* _Your instructions_: Stop after the line holding "function paint(path, color)". Repeat exactly every line before it in the records below, that line too, and leave out the pictures.

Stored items
..........
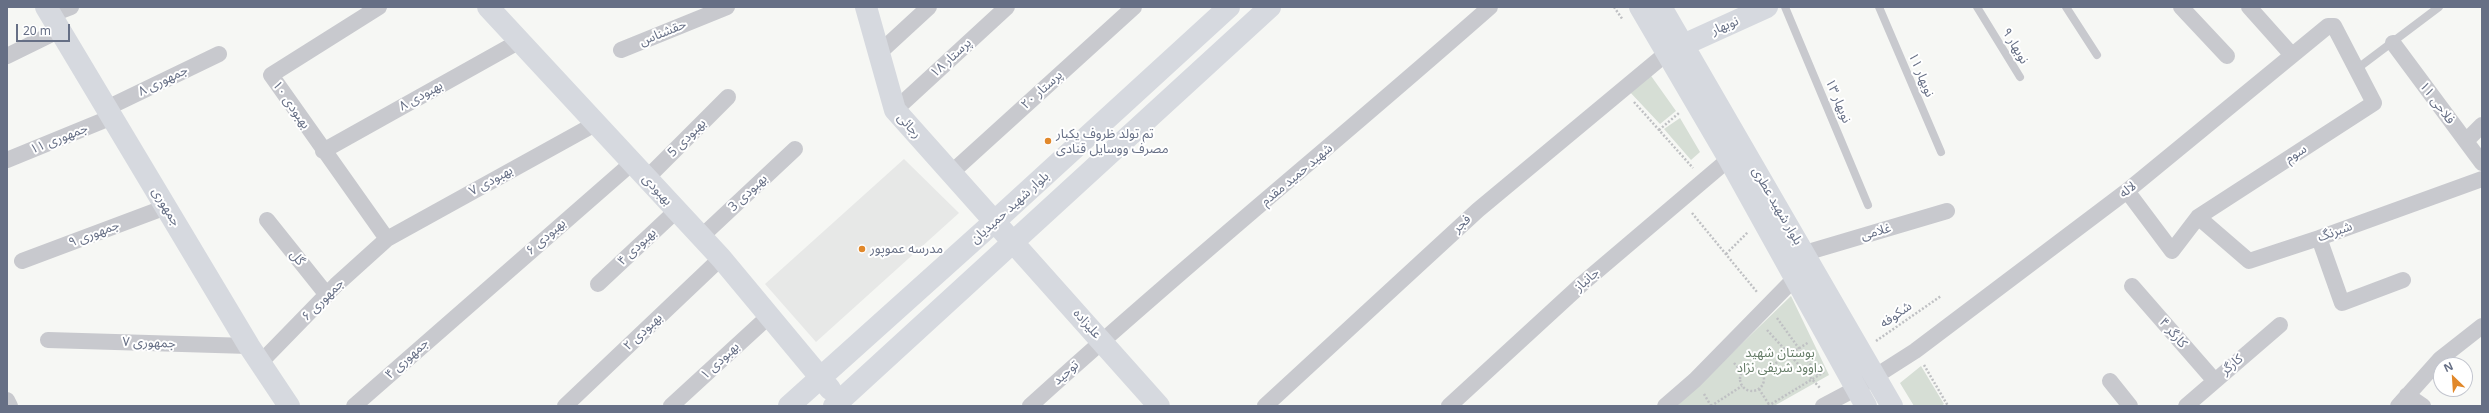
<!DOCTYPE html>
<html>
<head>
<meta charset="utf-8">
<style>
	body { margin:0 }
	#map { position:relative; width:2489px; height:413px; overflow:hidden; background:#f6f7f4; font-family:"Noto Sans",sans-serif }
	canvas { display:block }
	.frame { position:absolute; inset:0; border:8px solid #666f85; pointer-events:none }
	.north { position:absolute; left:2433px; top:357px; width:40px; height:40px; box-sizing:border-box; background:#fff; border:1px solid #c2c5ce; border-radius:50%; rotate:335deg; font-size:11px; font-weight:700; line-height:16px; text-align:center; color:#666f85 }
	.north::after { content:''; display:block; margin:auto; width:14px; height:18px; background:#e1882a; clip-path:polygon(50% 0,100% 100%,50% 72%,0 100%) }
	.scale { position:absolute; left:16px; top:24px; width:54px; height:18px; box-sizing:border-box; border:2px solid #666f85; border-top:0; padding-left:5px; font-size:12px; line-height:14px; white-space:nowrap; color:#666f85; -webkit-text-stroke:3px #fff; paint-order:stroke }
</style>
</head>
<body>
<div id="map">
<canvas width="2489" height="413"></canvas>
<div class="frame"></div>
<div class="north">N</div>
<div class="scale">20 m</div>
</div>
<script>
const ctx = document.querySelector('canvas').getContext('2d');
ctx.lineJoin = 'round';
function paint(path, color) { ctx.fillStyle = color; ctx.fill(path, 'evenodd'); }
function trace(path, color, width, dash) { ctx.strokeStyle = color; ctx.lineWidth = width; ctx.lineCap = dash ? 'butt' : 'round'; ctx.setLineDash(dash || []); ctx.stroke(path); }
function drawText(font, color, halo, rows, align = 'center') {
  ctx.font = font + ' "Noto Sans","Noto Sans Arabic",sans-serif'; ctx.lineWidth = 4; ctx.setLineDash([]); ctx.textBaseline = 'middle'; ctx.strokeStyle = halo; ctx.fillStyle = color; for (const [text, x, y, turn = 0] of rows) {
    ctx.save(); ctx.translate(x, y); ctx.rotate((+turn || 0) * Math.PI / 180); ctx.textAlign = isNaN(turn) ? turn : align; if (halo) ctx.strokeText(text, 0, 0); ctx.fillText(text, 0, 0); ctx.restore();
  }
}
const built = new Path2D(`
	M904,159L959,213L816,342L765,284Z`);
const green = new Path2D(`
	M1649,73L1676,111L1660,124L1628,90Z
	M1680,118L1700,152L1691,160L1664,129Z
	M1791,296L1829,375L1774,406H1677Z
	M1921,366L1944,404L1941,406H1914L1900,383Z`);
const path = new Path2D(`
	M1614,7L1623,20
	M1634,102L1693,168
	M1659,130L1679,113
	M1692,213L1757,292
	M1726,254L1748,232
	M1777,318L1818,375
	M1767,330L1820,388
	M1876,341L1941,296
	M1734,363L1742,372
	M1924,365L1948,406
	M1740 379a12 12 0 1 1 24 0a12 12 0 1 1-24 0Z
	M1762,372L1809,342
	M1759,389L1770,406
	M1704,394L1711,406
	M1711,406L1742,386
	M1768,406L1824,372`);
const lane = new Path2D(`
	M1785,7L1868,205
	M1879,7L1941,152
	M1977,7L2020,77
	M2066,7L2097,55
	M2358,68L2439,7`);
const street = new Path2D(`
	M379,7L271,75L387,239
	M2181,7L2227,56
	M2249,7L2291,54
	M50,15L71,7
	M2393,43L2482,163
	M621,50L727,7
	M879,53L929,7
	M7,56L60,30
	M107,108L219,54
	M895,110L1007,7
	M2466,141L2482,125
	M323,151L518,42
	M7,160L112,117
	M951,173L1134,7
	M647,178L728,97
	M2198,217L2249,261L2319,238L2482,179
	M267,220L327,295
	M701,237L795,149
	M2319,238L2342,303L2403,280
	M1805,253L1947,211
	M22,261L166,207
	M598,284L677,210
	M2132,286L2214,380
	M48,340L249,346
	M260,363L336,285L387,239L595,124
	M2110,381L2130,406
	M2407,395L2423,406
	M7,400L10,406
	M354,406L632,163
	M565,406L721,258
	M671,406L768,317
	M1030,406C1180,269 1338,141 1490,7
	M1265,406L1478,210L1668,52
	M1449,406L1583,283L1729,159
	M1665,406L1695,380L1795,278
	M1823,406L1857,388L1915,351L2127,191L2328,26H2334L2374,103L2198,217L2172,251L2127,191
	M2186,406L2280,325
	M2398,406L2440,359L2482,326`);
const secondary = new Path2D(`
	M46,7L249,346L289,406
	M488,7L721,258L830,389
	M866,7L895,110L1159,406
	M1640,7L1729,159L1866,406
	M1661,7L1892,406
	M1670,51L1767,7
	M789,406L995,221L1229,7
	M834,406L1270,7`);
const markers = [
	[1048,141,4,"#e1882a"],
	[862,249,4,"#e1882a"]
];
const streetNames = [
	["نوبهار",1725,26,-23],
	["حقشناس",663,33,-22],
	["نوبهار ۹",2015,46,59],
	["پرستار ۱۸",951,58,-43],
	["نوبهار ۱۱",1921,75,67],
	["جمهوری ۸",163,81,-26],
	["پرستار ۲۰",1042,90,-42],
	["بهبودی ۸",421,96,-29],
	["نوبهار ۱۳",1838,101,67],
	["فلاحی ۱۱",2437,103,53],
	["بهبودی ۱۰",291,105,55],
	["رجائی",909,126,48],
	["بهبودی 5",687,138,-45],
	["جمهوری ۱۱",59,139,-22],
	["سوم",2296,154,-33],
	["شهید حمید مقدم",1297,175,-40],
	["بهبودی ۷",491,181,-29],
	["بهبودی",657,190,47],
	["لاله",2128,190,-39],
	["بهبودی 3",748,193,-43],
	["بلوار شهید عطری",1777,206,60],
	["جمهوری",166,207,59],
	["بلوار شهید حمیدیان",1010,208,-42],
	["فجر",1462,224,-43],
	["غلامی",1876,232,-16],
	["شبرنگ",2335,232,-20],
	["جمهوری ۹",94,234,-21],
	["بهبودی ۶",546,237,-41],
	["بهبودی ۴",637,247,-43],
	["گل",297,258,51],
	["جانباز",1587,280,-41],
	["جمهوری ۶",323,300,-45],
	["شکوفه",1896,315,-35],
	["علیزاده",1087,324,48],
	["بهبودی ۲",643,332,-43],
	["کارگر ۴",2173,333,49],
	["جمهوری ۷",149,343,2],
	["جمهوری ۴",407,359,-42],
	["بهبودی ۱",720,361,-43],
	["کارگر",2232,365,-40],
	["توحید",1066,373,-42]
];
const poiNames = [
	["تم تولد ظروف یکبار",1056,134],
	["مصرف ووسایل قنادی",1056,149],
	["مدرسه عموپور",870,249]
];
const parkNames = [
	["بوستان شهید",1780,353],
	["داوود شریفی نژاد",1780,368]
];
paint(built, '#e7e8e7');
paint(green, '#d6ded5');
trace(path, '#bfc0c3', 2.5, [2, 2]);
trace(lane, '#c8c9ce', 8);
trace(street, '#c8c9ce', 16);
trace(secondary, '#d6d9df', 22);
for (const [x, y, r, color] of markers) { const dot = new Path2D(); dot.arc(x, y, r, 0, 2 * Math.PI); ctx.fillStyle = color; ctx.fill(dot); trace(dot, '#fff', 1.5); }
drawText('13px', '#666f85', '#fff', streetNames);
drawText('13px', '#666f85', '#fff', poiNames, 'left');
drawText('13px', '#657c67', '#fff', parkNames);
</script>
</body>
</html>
..........
* _Solution for this problem_:
<!DOCTYPE html>
<html>
<head>
<meta charset="utf-8">
<style>
	body { margin:0 }
	#map { position:relative; width:2489px; height:413px; overflow:hidden; background:#f6f7f4; font-family:"Noto Sans",sans-serif }
	canvas { display:block }
	.frame { position:absolute; inset:0; border:8px solid #666f85; pointer-events:none }
	.north { position:absolute; left:2433px; top:357px; width:40px; height:40px; box-sizing:border-box; background:#fff; border:1px solid #c2c5ce; border-radius:50%; rotate:335deg; font-size:11px; font-weight:700; line-height:16px; text-align:center; color:#666f85 }
	.north::after { content:''; display:block; margin:auto; width:14px; height:18px; background:#e1882a; clip-path:polygon(50% 0,100% 100%,50% 72%,0 100%) }
	.scale { position:absolute; left:16px; top:24px; width:54px; height:18px; box-sizing:border-box; border:2px solid #666f85; border-top:0; padding-left:5px; font-size:12px; line-height:14px; white-space:nowrap; color:#666f85; -webkit-text-stroke:3px #fff; paint-order:stroke }
</style>
</head>
<body>
<div id="map">
<canvas width="2489" height="413"></canvas>
<div class="frame"></div>
<div class="north">N</div>
<div class="scale">20 m</div>
</div>
<script>
const ctx = document.querySelector('canvas').getContext('2d');
ctx.lineJoin = 'round';
function paint(path, color) { ctx.fillStyle = color; ctx.fill(path, 'evenodd'); }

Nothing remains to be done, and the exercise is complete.